Doğu bilgeliği gerçekliğin doğasını doğrudan doğruya kavramak
ister. Fizik ise doğal olayların ve fenomenlerin bilimsel
deneylerle gözlemlenmesini hedef alır ama her ikisi de
farkında olmadan aynı metodu kullanır. Disiplinli bir çalışma
disiplinli bir araştırma, içe doğuş ve konularıyla ilgili
bilgilerin harikulade bir sentezi…
Mistik kavrayış soyuttur. Sözcüklere sığması çok zordur. Ama
bir modern fizikçide, söz konusu kuram ve modellerin
incelemeleri sırasında bir tür belirsizlik kavramıyla karşı
karşıya kalır. Belli ölçüler içinde bu belirsizliği teoriye,
deneye ve gözlem alanına indirgemeye uğraşır. Aynı şekilde bir
bilge de direkt yoldan elde ettiği soyut bilgileri diğer
insanların kendilerini ve şuur seviyelerini yükseltebilmeleri
için kullanım alanına indirgemek ister.
FELSEFE İLE KADİM BİLGELİK OKULLARI ARASINDAKİ FARK
Felsefeyle bilgelik okulları arasındaki en büyük fark
buradadır. Felsefe çeşitli evren teorileri sunar, ruhsal
öğretilerse evren teorilerinin insana uygun yönlerini pratiğe
indirgerler.
Einstein kuram ve modellerin incelenmesi konusundaki
görüşlerini şöyle dile getiriyor,
"Matematiksel kuralların temelleri gerçeğe dayandıkları
sürece, bu kurallar kesin olamazlar. Bunların kesin olmaları
durumundaysa, kuralların gerçeğe dayanmış oldukları
söylenemez."
Doğu bilgelik ekolleri arasında özellikle taoistler sözlü
iletişimin sınırlılığını ve yetersizliğini göstermek amacıyla
sürekli bir biçimde karşıtlıklara başvurmuşlar daha sonra bu
teknik Çinli ve Japon Budistlere aktarılarak onlar tarafından
da geliştirilmiştir.
Söz konusu tekniğin tarihsel açıdan en aşırı ucunu Zen
rahiplerinin ruhsal eğitim metodu olarak seçtikleri "koanlar"

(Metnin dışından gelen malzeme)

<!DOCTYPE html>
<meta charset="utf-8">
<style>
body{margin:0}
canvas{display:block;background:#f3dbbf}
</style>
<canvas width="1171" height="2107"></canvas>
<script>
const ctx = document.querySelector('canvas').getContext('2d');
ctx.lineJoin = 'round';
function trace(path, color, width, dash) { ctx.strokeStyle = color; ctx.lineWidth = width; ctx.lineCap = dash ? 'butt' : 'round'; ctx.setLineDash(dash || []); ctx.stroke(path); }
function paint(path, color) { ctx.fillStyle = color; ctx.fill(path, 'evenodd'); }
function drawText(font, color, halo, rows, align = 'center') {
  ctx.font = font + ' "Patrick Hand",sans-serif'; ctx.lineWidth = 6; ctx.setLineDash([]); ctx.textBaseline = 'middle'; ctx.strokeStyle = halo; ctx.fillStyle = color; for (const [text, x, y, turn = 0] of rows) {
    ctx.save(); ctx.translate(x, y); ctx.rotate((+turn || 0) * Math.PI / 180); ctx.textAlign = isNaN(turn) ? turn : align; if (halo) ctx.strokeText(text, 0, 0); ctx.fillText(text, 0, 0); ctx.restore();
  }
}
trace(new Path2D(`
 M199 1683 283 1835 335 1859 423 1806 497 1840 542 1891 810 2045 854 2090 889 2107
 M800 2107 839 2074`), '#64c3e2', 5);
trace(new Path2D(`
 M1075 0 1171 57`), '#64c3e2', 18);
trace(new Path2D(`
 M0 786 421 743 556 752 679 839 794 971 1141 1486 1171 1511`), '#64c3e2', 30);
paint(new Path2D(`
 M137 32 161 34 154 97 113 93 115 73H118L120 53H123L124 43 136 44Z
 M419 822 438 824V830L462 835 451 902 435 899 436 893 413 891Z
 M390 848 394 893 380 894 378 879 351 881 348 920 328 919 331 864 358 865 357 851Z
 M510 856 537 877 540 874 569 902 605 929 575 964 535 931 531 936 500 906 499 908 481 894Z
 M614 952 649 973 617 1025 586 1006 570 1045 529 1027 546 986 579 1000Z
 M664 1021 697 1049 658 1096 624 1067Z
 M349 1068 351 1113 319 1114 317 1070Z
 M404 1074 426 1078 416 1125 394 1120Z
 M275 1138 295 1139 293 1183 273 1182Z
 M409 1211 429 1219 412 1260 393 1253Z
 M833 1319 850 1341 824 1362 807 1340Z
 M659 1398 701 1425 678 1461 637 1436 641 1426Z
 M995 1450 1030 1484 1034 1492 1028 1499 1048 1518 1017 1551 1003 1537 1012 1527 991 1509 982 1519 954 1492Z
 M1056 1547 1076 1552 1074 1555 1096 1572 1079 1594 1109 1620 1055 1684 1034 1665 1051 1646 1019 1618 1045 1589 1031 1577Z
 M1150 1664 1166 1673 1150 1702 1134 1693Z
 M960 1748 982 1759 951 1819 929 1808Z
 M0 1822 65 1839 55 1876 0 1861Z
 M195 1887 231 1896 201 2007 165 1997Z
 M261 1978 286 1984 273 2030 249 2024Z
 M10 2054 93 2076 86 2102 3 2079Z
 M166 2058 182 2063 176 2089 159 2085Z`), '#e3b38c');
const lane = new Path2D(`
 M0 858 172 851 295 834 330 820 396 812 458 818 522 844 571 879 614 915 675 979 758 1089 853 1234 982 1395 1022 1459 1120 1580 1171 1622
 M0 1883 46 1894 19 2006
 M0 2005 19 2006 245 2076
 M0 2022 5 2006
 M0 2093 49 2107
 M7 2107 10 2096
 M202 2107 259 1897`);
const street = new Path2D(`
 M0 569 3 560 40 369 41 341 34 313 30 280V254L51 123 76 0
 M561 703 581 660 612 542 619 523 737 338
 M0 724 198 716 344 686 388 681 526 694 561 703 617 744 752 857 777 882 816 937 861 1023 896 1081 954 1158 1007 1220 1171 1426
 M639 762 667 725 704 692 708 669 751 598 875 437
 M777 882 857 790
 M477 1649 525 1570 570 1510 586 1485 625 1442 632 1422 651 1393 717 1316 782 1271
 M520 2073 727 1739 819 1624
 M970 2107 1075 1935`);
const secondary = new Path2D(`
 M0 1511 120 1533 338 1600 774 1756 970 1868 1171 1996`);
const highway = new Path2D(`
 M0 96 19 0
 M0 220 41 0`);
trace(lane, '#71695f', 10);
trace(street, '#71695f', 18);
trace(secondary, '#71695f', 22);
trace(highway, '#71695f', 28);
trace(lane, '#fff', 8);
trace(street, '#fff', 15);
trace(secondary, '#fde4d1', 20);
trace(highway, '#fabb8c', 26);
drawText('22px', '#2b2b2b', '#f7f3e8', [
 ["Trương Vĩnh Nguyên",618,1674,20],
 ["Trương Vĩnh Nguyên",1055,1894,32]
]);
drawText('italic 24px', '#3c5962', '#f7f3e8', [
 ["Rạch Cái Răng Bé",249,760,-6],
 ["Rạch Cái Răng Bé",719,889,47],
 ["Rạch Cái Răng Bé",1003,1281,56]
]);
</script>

oluşturmaktadır. Koanlar, birçok Zen öğretmeninin,
öğrencilerini aydınlatmak üzere yazdıkları, anlaşılması çok
güç ve hatta bazen bir bilmeceden farksız soyut anlamlar
içeren, öğrencinin ancak bir iç aydınlanmayla ne dendiğini
anlayabileceği özel seçilmiş dizelerdir.
Örneğin bir keşiş, öğretmeni Fuketsu Ensho'ya şu soruyu
yöneltmiş, "Konuşmanın ve susmanın yasaklandığı bir durumda
nasıl hatasız davranabilirim?"
Büyük öğretmen de keşişe şöyle bir cevap vermiştir:
"Her mart ayında Kiengsu'yu,
kekliğin sesini
ve hoş kokulu çiçekleri hatırlarım."
Tüm ruhsal bilgelik ve ruhsal öğreti okulları veya başka bir
deyimle inisiyasyonları, elde ettikleri ruhsal tebliğleri ve
bilgileri mitoslar, semboller, şiirsel anlatımlar ya da
karşıtlıklar kullanarak açıkladıklarında bu soyut kavramların
sözcüklere sığdırılmasının ne kadar zor olduğunu çok iyi
fark etmişler ve o kişinin bilgiye ancak içsel bir yolla
ulaşabileceğini, bilgiye ulaşabilmek için bir değişime
uğramak, kendini tanıma ve hatırlama çalışmaları yapmak,
şuurda bir genişleme ve aydınlanma yaratmak gerektiğini
binlerce yıldan beri bizlere anlatmaya çalışmışlardır.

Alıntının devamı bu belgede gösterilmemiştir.